Start of Entries provided
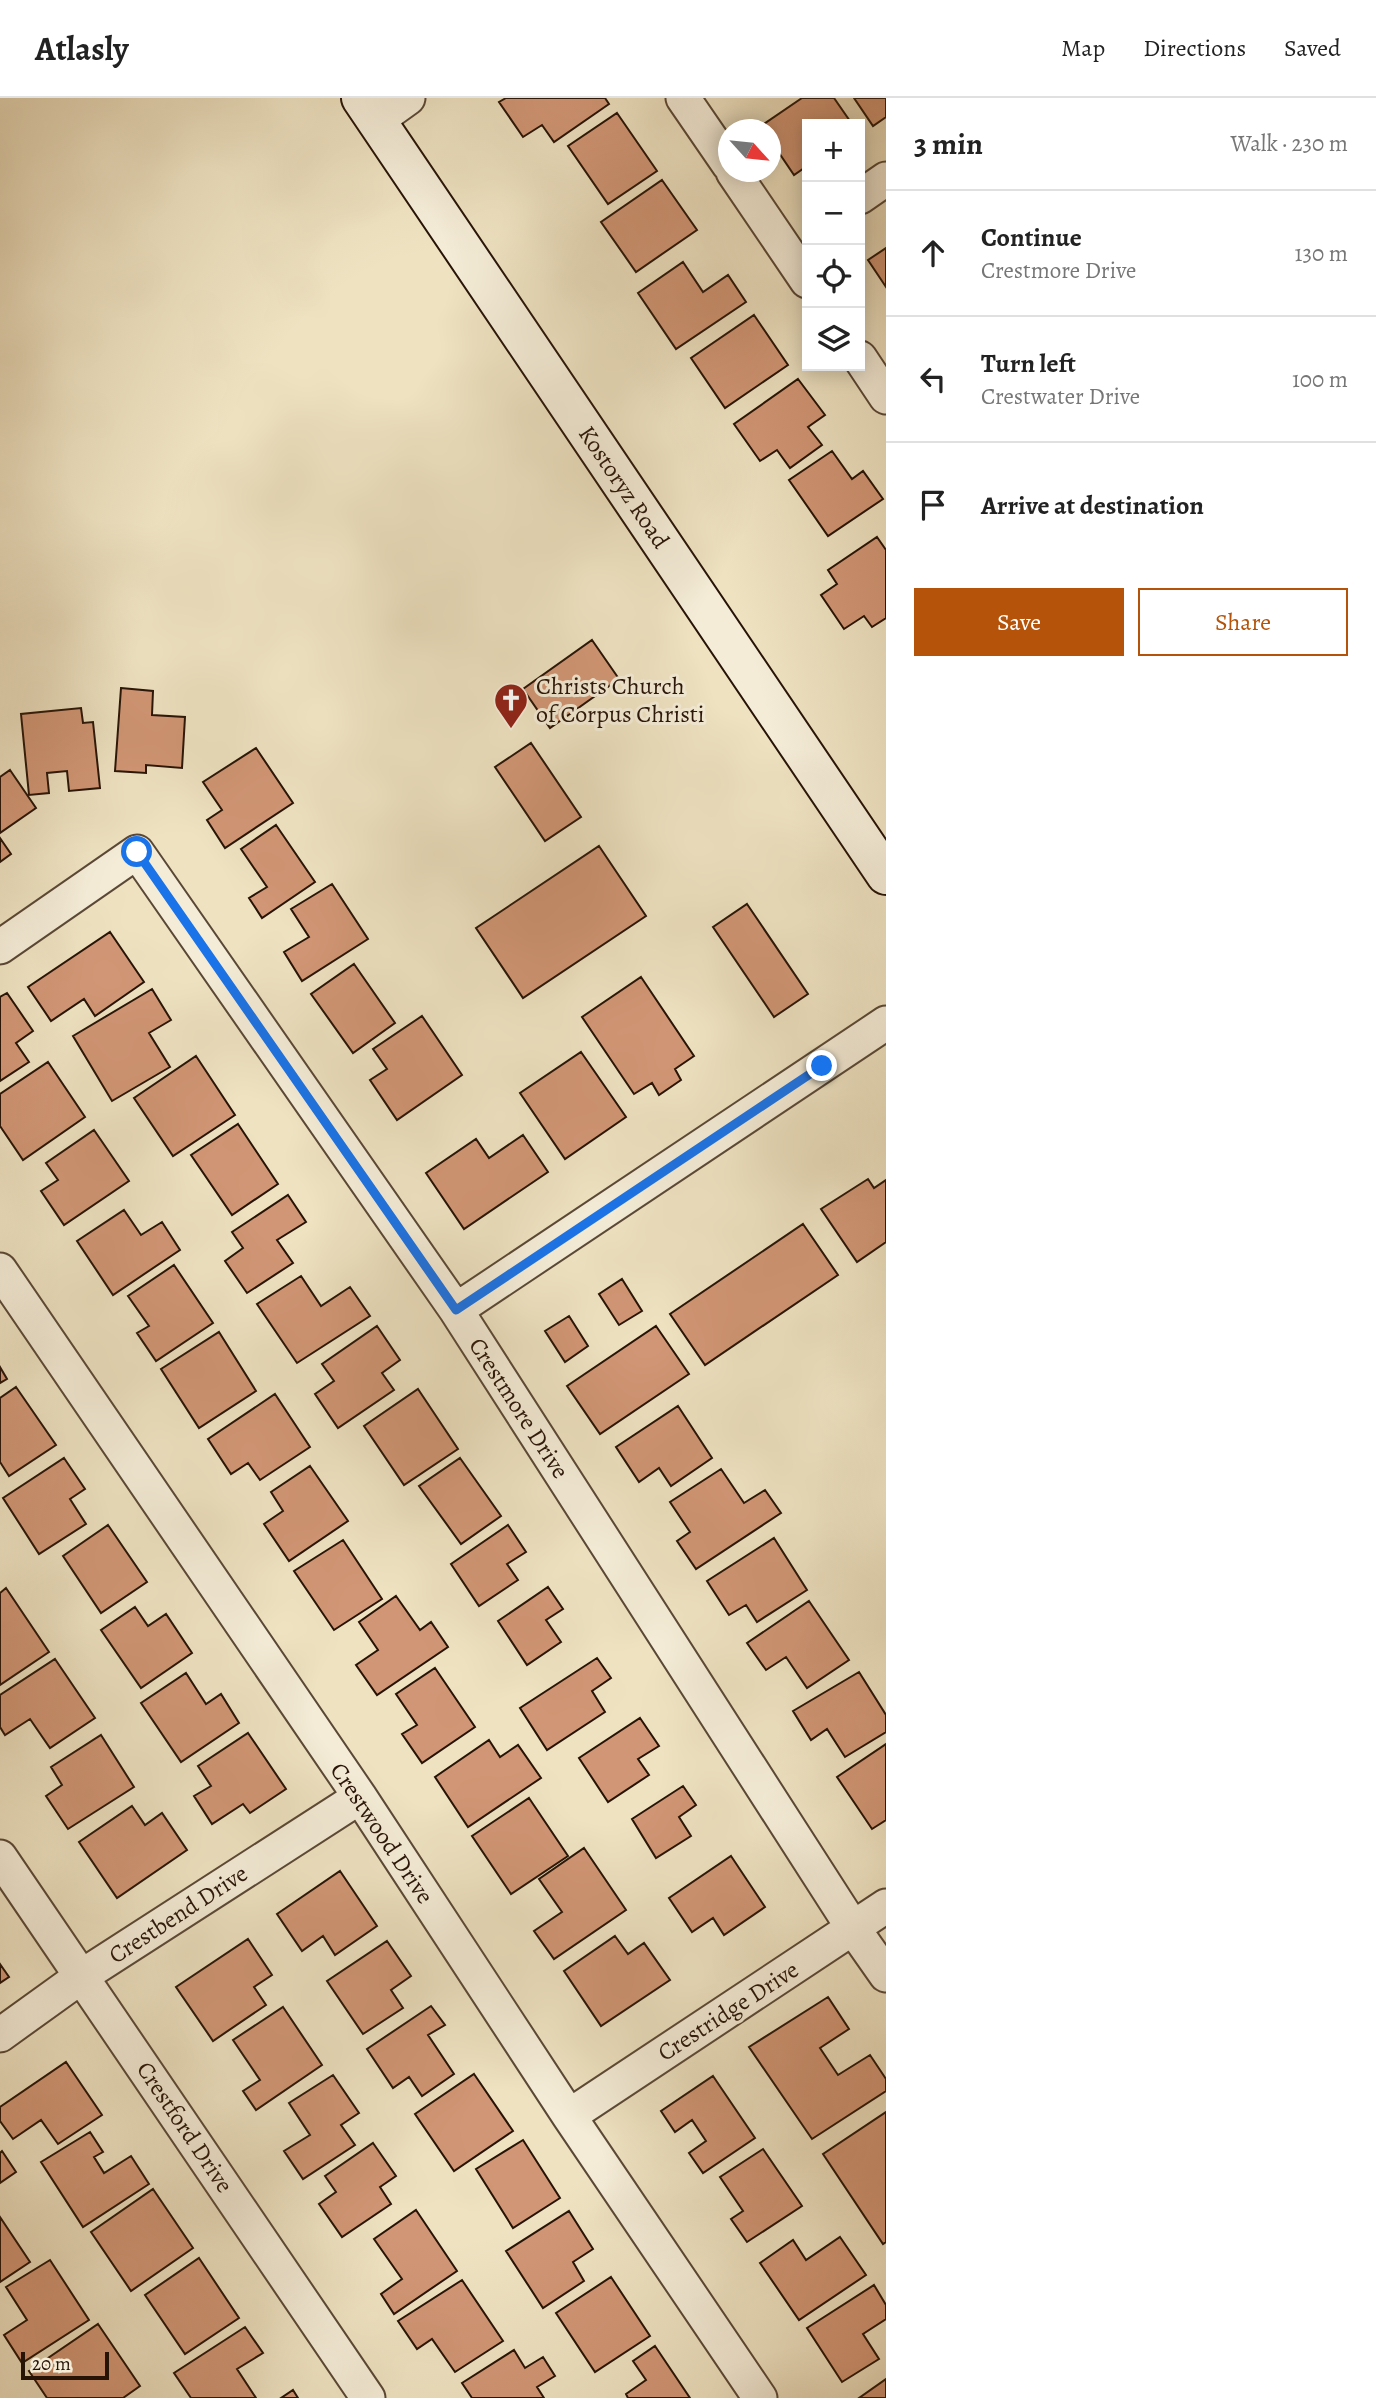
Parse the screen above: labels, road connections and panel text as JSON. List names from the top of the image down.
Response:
{
  "streets": {
    "main road": ["Kostoryz Road"],
    "street": [
      "Crestmore Drive",
      "Crestwood Drive",
      "Crestbend Drive",
      "Crestridge Drive",
      "Crestford Drive"
    ]
  },
  "crossings": [
    ["Crestmore Drive", "Crestridge Drive"],
    ["Crestwood Drive", "Crestbend Drive"],
    ["Crestwood Drive", "Crestridge Drive"],
    ["Crestbend Drive", "Crestford Drive"]
  ],
  "places": {
    "church": ["Christs Church of Corpus Christi"]
  },
  "scale_bar": "20 m",
  "north": "bottom right",
  "page": {
    "header": "Atlasly",
    "nav": ["Map", "Directions", "Saved"],
    "heading": ["3 min", "Walk · 230 m"],
    "map_buttons": ["+", "−"],
    "list": [
      ["Continue", "Crestmore Drive", "130 m"],
      ["Turn left", "Crestwater Drive", "100 m"],
      "Arrive at destination"
    ],
    "buttons": ["Save", "Share"],
    "scale": "20 m"
  }
}
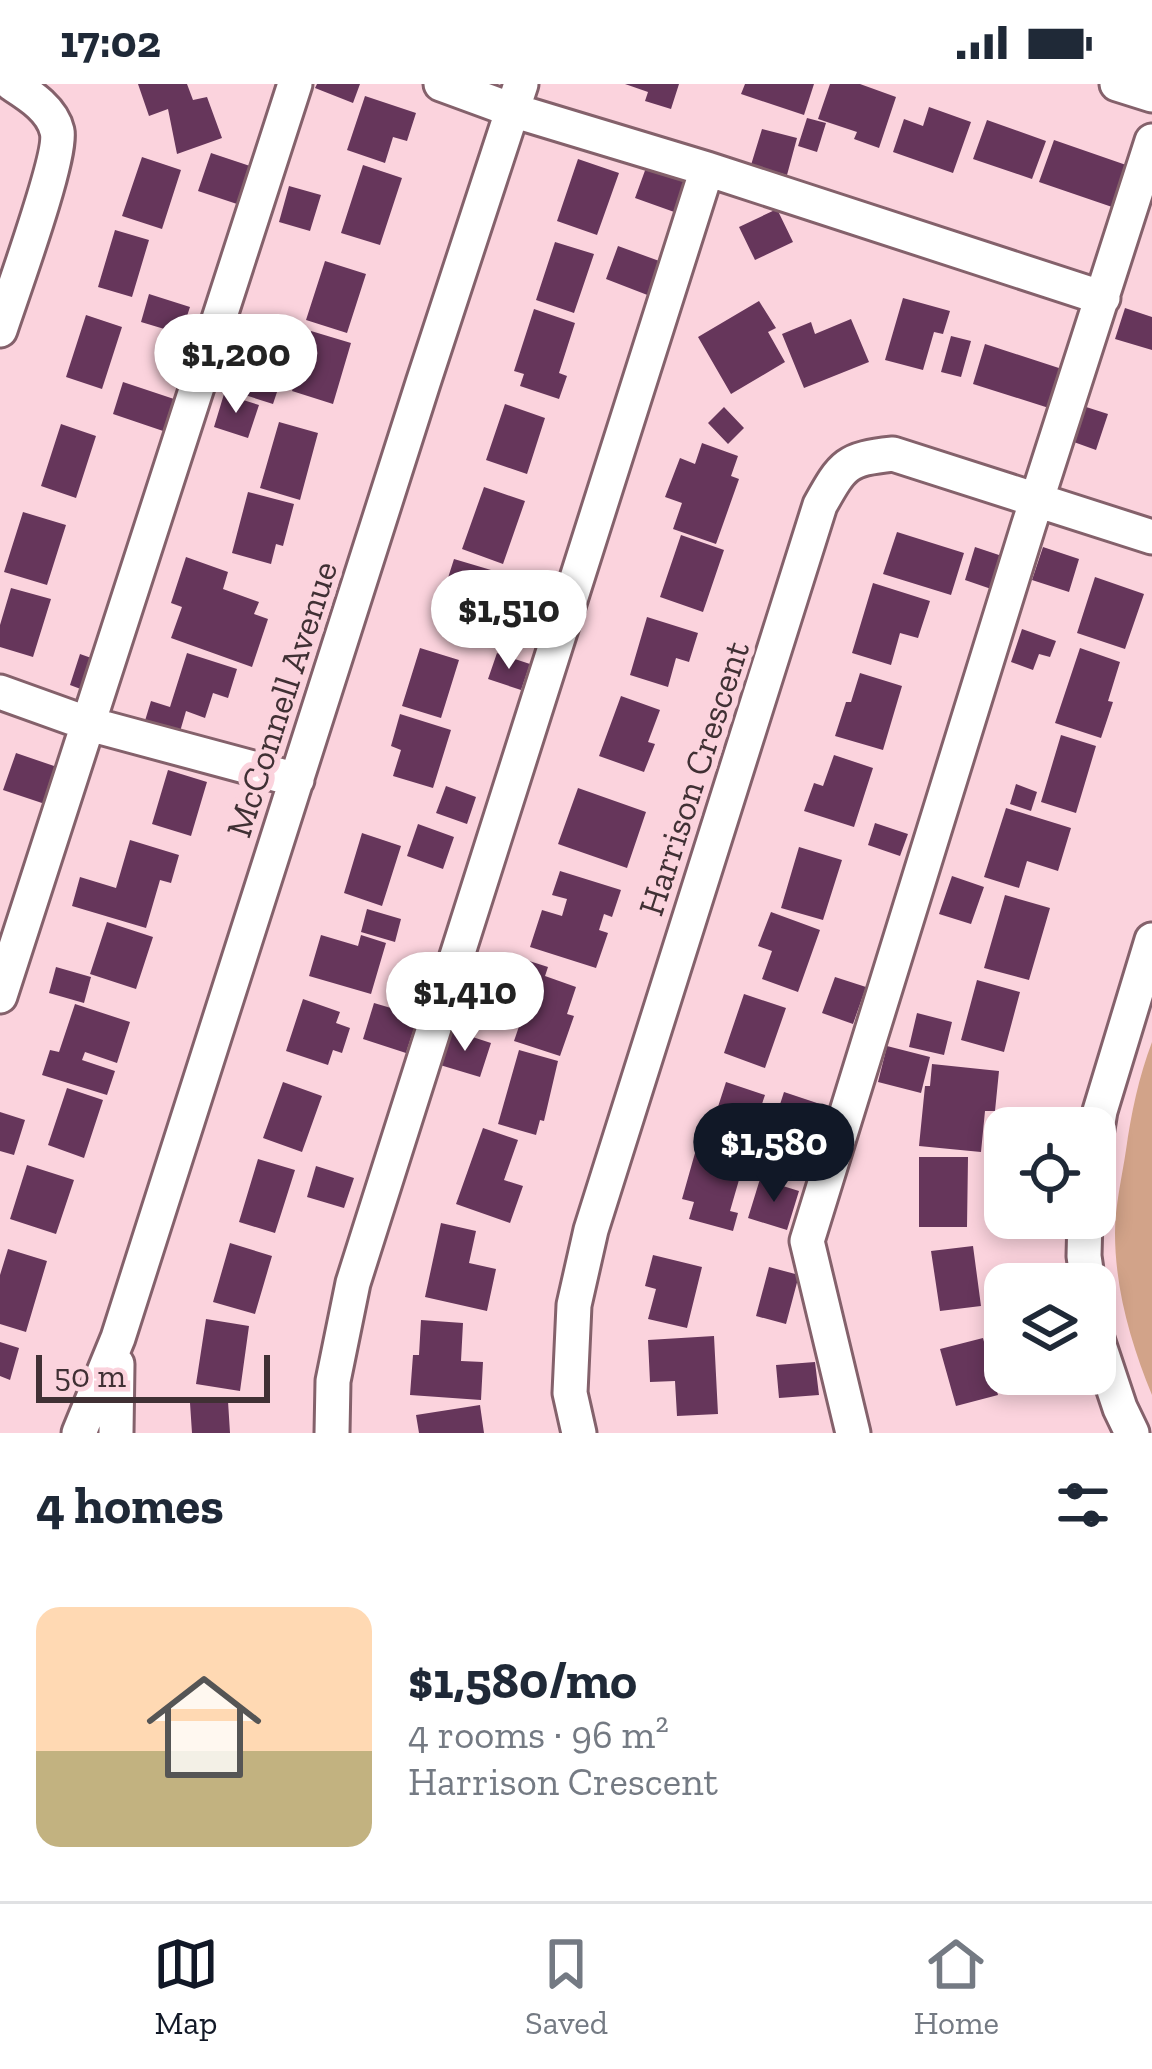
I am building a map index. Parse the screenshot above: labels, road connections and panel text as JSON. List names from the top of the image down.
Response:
{
  "streets": {
    "street": ["McConnell Avenue", "Harrison Crescent"]
  },
  "scale_bar": "50 m",
  "page": {
    "status": "17:02",
    "price": [
      "$1,200",
      "$1,510",
      "$1,410",
      "$1,580"
    ],
    "scale": "50 m",
    "heading": "4 homes",
    "list": [
      {
        "name": "$1,580/mo",
        "note": "4 rooms · 96 m² · Harrison Crescent"
      }
    ],
    "tabs": ["Map", "Saved", "Home"]
  }
}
End of Entries provided
Find the lines of the material that contain the word "labels" and report only how many there are.

2